Paul Buhle is here today with a review of Corrine Maier and Anne Simon's graphic biography, Einstein.
Since the distant days when Chomsky for Dummies sought to explain difficult ideas to popular audiences through an acute combination of art and text, comics have come to be a natural medium for scientific explanation. Indeed, Logicomix, the somewhat fictionalized biographical treatment of Bertrand Russell and his philosophical theories of math, proved a surprise bestseller a half dozen years ago. No others in the scientist-biographical category have been so successful, but as science, math, and the universe continue to get the comic treatment of various kinds, further experimentation is obviously ongoing.
This reviewer, an old-time historian of the Left, asks himself why Einstein is superior to Marx, the comics version of one famed Central European Jewish socialist over another. Most of Marx ended up treating his social life as radical exile, impoverished father and husband (very occasional adulterer), leader of the First International, and so on. The “Marxist” theories toward which he devoted his ardent energies got pretty short shrift. In fairness, such ponderous subjects as the Left Hegelianism of the young revolutionary romantic would prove daunting to any comics treatment.
—News. Two artists who work in the comics form, Gene Luen Yang and Lauren Redniss, were awarded MacArthur "genius" grants yesterday.
—Reviews & Commentary. Chris Mautner looks back at the work of Richard Thompson.
Once you start digging in, however, you realize this is no average four-panel sitcom. For one thing, there are those names. Blisshaven. Otterloop. Danders. Thompson had a deep gift/fondness for strange words and phrases and incorporated them in into the strip whenever possible (hence the pangolins and trebuchets), giving the strip a healthy sense of the absurd. Cul de Sac teemed with weird objects and concepts — a toy nobody knew how to play with, a compact car so tiny it tips over easily — that pushed the strip right up to the edge of the fantastic without ever truly crossing the line. And while it could be a very verbose strip at times, Cul de Sac never felt like it was drowning in dialogue.
At the Los Angeles Review of Books, Jackson Ayres writes about the way AIDS was depicted (through the metaphor of "the Legacy virus") in X-Men comics.
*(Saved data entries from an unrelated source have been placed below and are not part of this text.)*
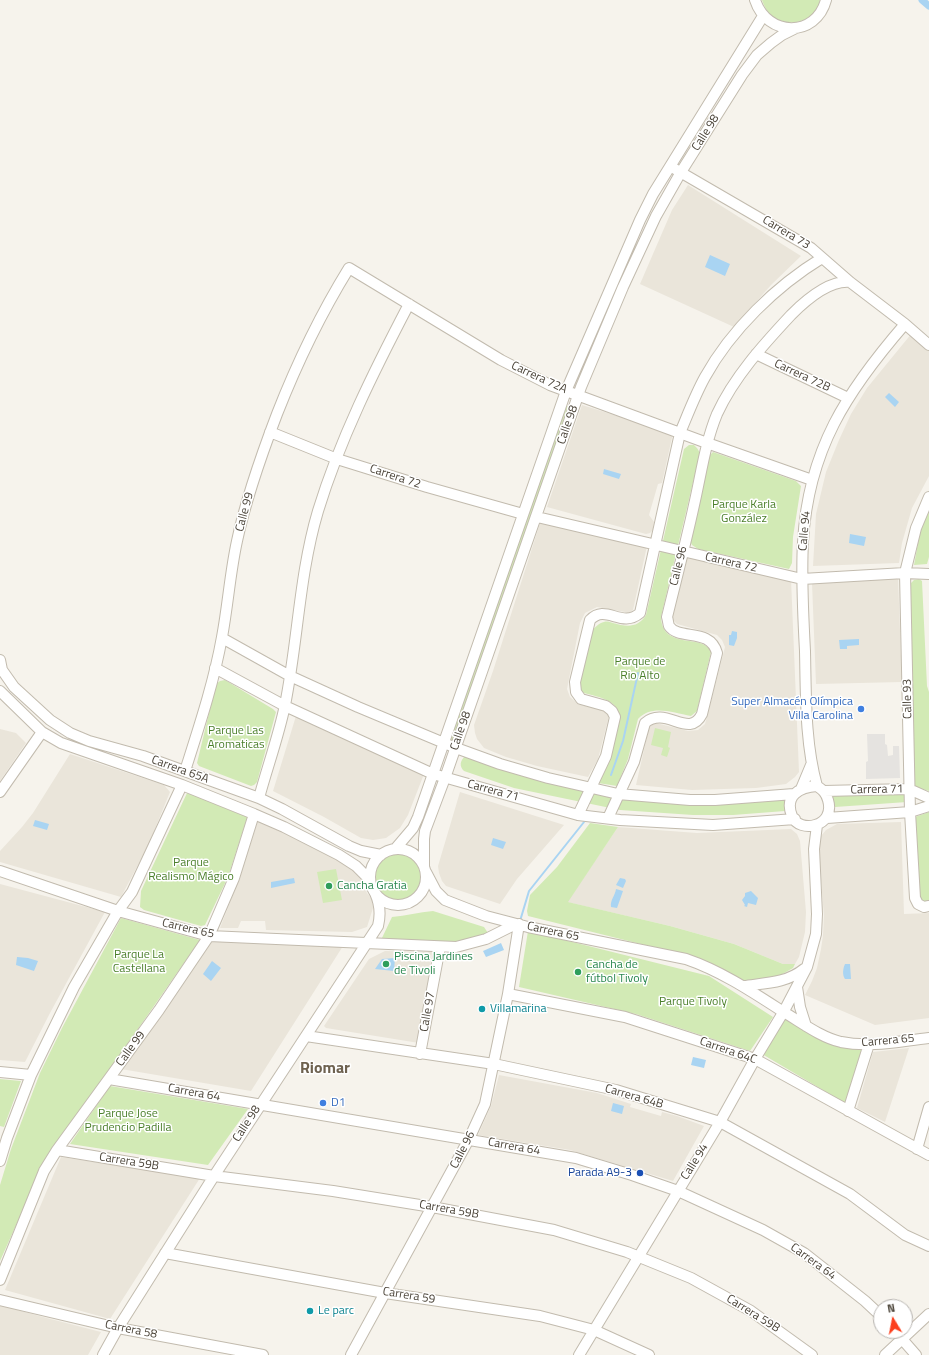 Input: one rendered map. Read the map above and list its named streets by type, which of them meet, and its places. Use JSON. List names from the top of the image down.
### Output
{
  "streets": {
    "street": [
      "Calle 98",
      "Carrera 73",
      "Carrera 72B",
      "Carrera 72A",
      "Carrera 72",
      "Calle 99",
      "Calle 94",
      "Calle 96",
      "Calle 93",
      "Carrera 65A",
      "Carrera 71",
      "Carrera 65",
      "Calle 97",
      "Carrera 64C",
      "Carrera 64",
      "Carrera 64B",
      "Carrera 59B",
      "Carrera 59",
      "Carrera 58"
    ]
  },
  "crossings": [
    ["Calle 98", "Carrera 73"],
    ["Calle 98", "Carrera 72A"],
    ["Calle 98", "Carrera 72"],
    ["Calle 98", "Carrera 65A"],
    ["Calle 98", "Carrera 71"],
    ["Calle 98", "Carrera 65"],
    ["Calle 98", "Carrera 64"],
    ["Calle 98", "Carrera 64B"],
    ["Calle 98", "Carrera 59B"],
    ["Calle 98", "Carrera 59"],
    ["Calle 98", "Carrera 58"],
    ["Carrera 73", "Calle 94"],
    ["Carrera 73", "Calle 96"],
    ["Carrera 72B", "Calle 94"],
    ["Carrera 72B", "Calle 96"],
    ["Carrera 72A", "Calle 99"],
    ["Carrera 72A", "Calle 94"],
    ["Carrera 72A", "Calle 96"],
    ["Carrera 72", "Calle 99"],
    ["Carrera 72", "Calle 94"],
    ["Carrera 72", "Calle 96"],
    ["Carrera 72", "Calle 93"],
    ["Calle 99", "Carrera 65A"],
    ["Calle 99", "Carrera 71"],
    ["Calle 99", "Carrera 65"],
    ["Calle 99", "Carrera 64"],
    ["Calle 99", "Carrera 59B"],
    ["Calle 94", "Carrera 71"],
    ["Calle 94", "Carrera 65"],
    ["Calle 94", "Carrera 64C"],
    ["Calle 94", "Carrera 64"],
    ["Calle 94", "Carrera 64B"],
    ["Calle 94", "Carrera 59B"],
    ["Calle 94", "Carrera 59"],
    ["Calle 96", "Carrera 71"],
    ["Calle 96", "Carrera 65"],
    ["Calle 96", "Carrera 64C"],
    ["Calle 96", "Carrera 64"],
    ["Calle 96", "Carrera 64B"],
    ["Calle 96", "Carrera 59B"],
    ["Calle 96", "Carrera 59"],
    ["Calle 93", "Carrera 71"],
    ["Carrera 65", "Calle 97"],
    ["Calle 97", "Carrera 64B"]
  ],
  "districts": ["Riomar"],
  "parks": [
    "Parque Karla González",
    "Parque de Rio Alto",
    "Parque Las Aromaticas",
    "Parque Realismo Mágico",
    "Parque La Castellana",
    "Parque Tivoly",
    "Parque Jose Prudencio Padilla"
  ],
  "places": [
    "Super Almacén Olímpica Villa Carolina",
    "Cancha Gratia",
    "Piscina Jardines de Tivoli",
    "Cancha de fútbol Tivoly",
    "Villamarina",
    "D1",
    "Parada A9-3",
    "Le parc"
  ],
  "north": "top"
} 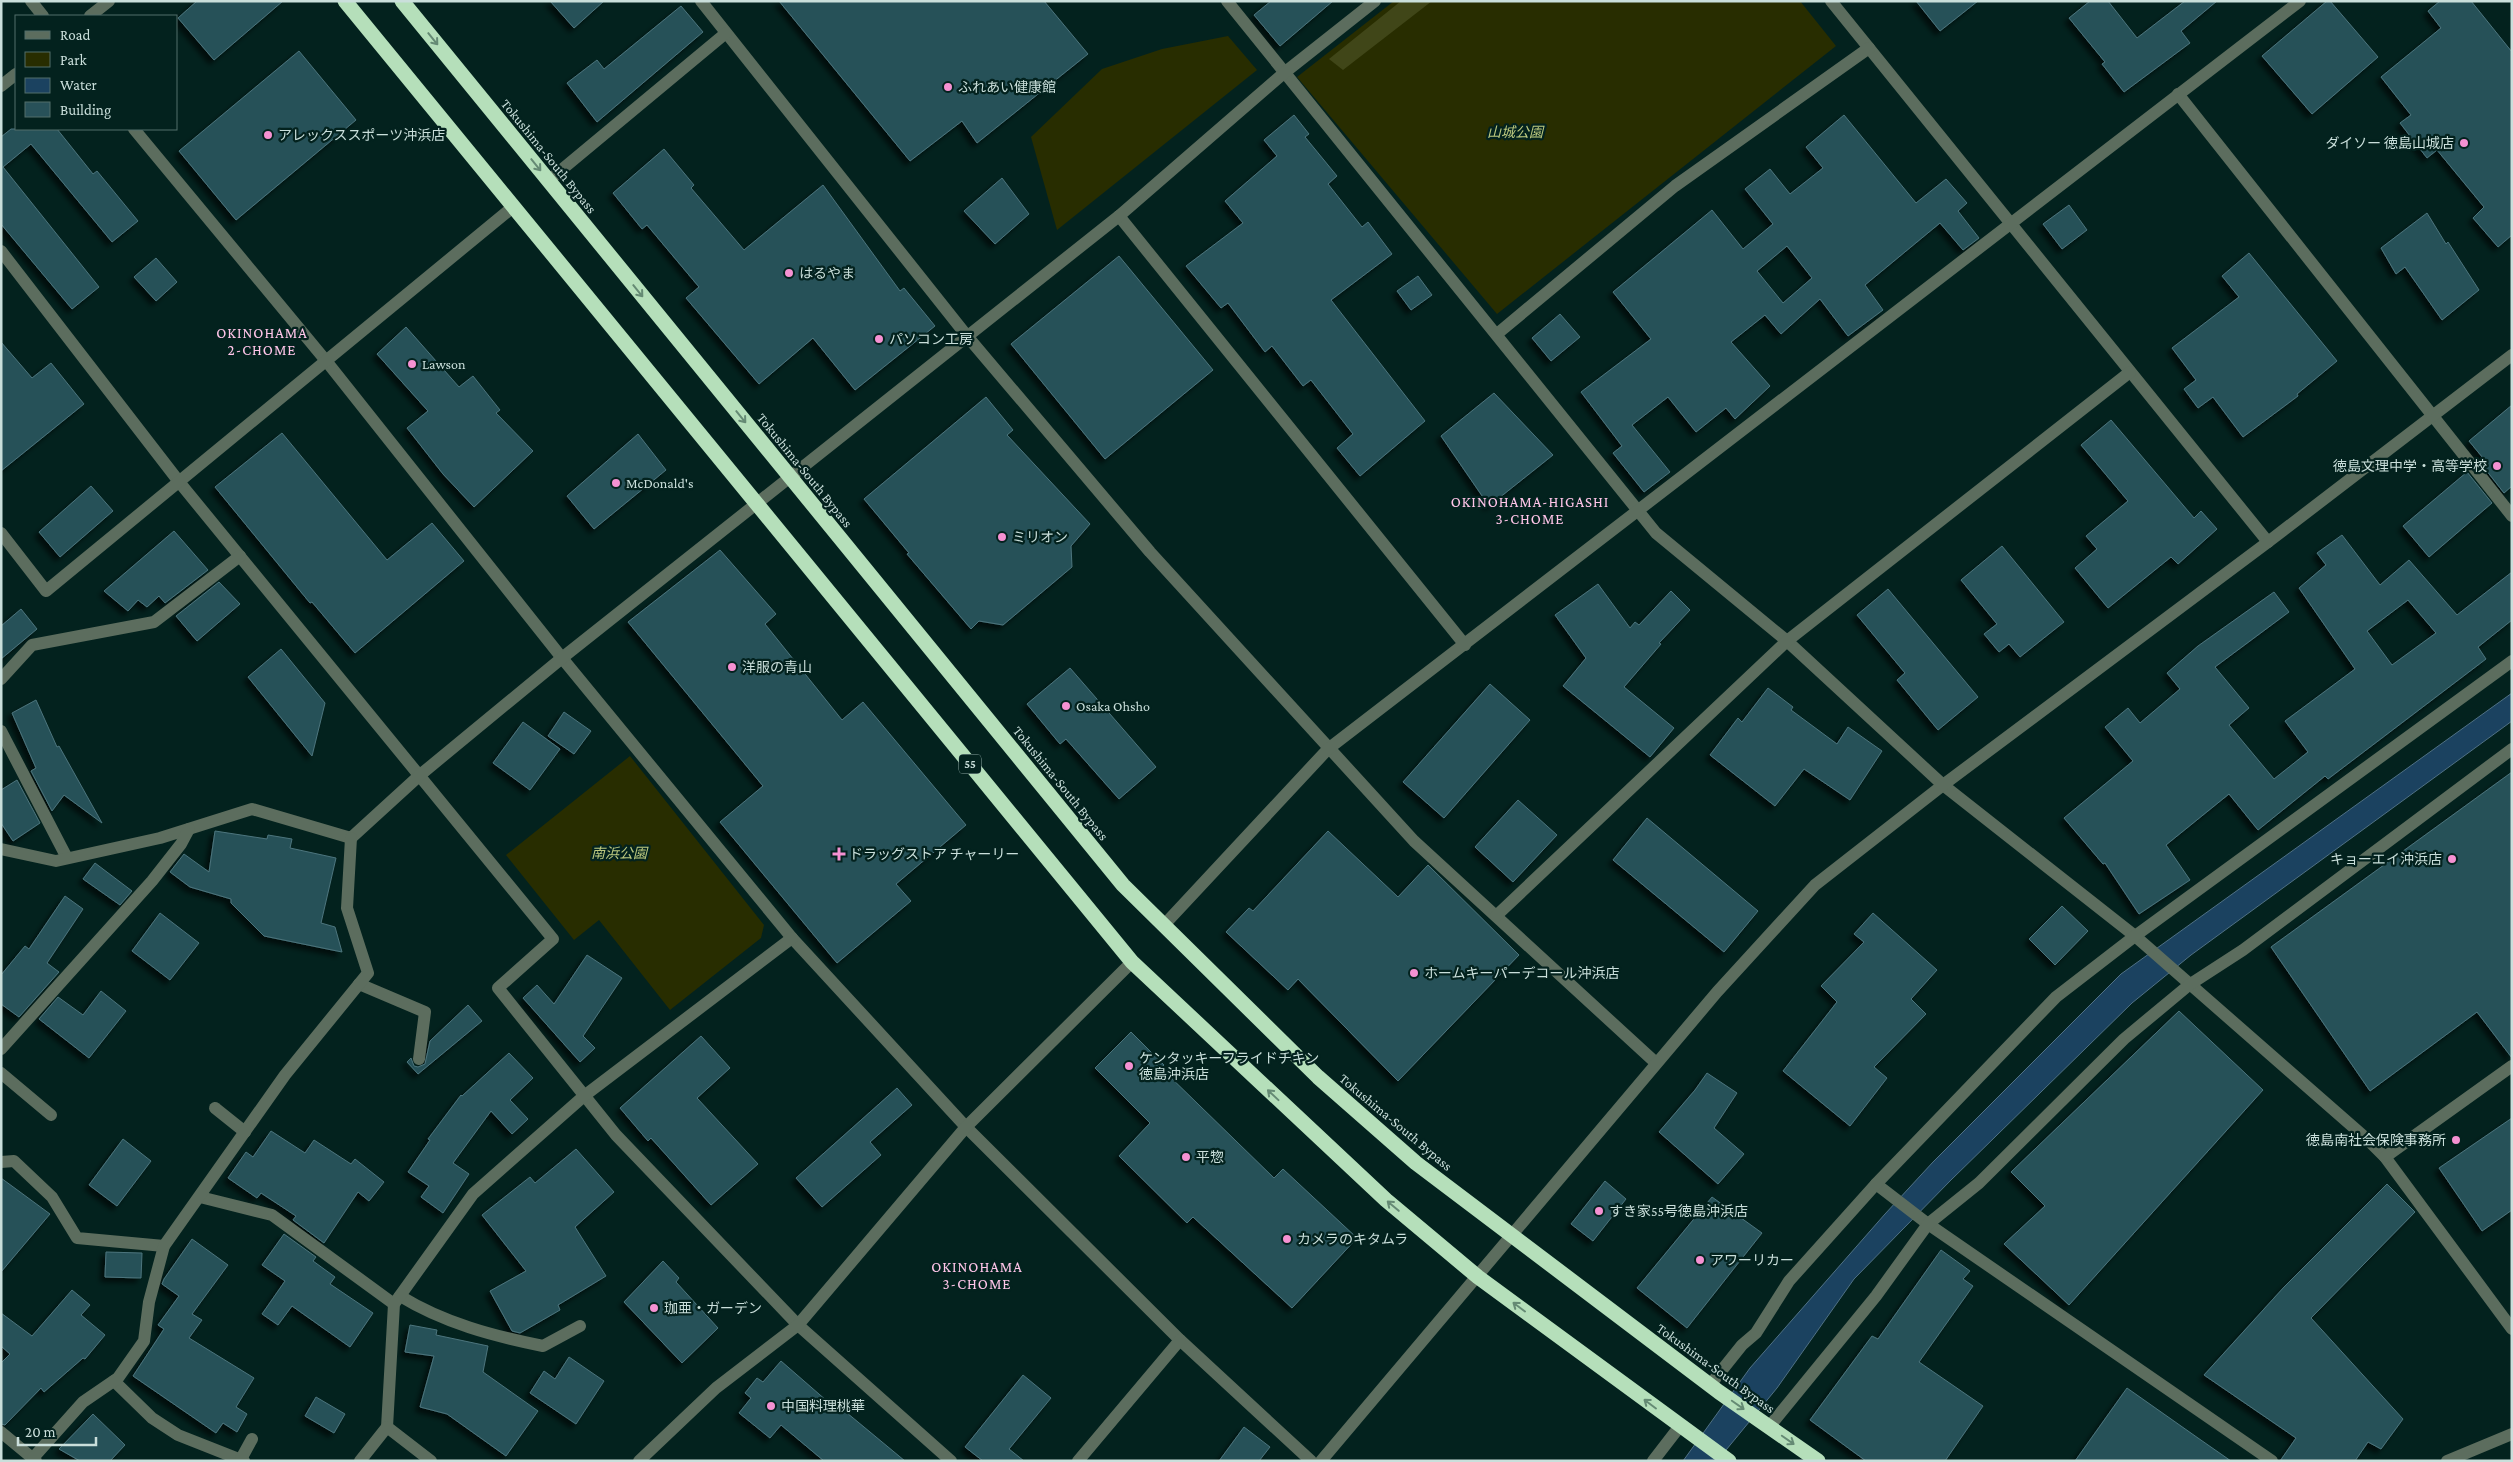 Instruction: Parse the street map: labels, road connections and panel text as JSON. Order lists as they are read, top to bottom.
{
  "streets": {
    "highway": ["Tokushima-South Bypass", "55"]
  },
  "districts": ["OKINOHAMA 2-CHOME", "OKINOHAMA-HIGASHI 3-CHOME", "OKINOHAMA 3-CHOME"],
  "parks": ["山城公園", "南浜公園"],
  "places": {
    "other": [
      "ふれあい健康館",
      "アレックススポーツ沖浜店",
      "ダイソー 徳島山城店",
      "はるやま",
      "パソコン工房",
      "Lawson",
      "徳島文理中学・高等学校",
      "McDonald's",
      "ミリオン",
      "洋服の青山",
      "Osaka Ohsho",
      "キョーエイ沖浜店",
      "ホームキーパーデコール沖浜店",
      "ケンタッキーフライドチキン 徳島沖浜店",
      "徳島南社会保険事務所",
      "平惣",
      "すき家55号徳島沖浜店",
      "カメラのキタムラ",
      "アワーリカー",
      "珈亜・ガーデン",
      "中国料理桃華"
    ],
    "health": ["ドラッグストア チャーリー"]
  },
  "legend": [
    "Road",
    "Park",
    "Water",
    "Building"
  ],
  "scale_bar": "20 m"
}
On one hand, the comics featuring Legacy tended to evince sentimental liberal humanist attitudes toward AIDS, at times even reinforcing homophobic reaction. Understood in the light of popular fantasy, on the other hand, the moments when X-Men was at its most outlandish, eschewing even the pretense of mimesis, provided opportunities for more daring, even radical, interrogations of the AIDS crisis.
Jonathan Guyer writes about the Egyptian cartoonist Andeel.
Broadly speaking, Andeel’s oeuvre falls into two categories: snap political commentary and social criticism. The former body of work—including caricatures of the president, mockery of the military—has garnered international acclaim. But in fact it’s in cartoons about the quotidian—relationships, technology, hipsters, vegetarianism—where Andeel often shines brightest.